Special Report: NATO practises collective cyber defence during Cyber Coalition 2025
Exercise ‘Cyber Coalition 2025' took place at CR14 in Tallinn, Estonia, between 28 November and 4 December. (SHAPE)
NATO Exercise ‘Cyber Coalition 2025' was executed at Cyber Range 14 (CR14) in Tallinn, Estonia, from 28 November to 4 December to test alliance members' and partners' ability to protect networks and critical national infrastructure (CNI) from cyber attacks. CR14 is the only NATO-accredited cyber centre, to the level of NATO Secret.
Governed by the NATO Military Committee and led by Supreme Allied Command Transformation (ACT), the exercise involved over 1,300 distributed participants, including around 200 in Tallinn, from 29 NATO and seven partner countries, the European Union (EU), industry, and academia.
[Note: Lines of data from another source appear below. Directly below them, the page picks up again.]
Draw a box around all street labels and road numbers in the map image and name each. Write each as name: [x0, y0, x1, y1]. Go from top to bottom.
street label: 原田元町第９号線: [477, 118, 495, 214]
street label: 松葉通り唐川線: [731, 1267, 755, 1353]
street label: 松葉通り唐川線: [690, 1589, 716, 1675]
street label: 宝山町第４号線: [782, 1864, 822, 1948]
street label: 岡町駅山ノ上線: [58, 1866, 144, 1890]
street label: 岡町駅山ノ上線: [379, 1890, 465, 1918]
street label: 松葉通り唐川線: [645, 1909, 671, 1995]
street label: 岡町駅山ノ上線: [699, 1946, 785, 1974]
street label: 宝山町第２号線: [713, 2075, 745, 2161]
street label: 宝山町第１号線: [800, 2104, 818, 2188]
The participating partner countries were Austria, Georgia, Ireland, Japan, South Korea, Switzerland, and Ukraine, with Armenia as an observer, making it eligible to participate in ‘Cyber Coalition 2026'. The only NATO countries that did not participate were Greece, Luxembourg, and Montenegro.
The exercise audience included NATO's Cyber and Digital Transformation Division, the NATO Rapid Deployable Corps Italy's Cyberspace Operations Centre, Joint Force Command (JFC) Naples, JFC Brunssum, JFC Norfolk, the Northern European Command and Control Information System Service Support Centre, Allied Land Command (LANDCOM), Allied Maritime Command (MARCOM), NATO Multinational Brigades, and US European Command (USEUCOM).
Exercise ‘Cyber Coalition 2025' was the first time the 32 NATO allies' Virtual Cyber Incident Support Capability (VCISC) launched at the alliance's 2023 Vilnius summit practised as part of a larger exercise.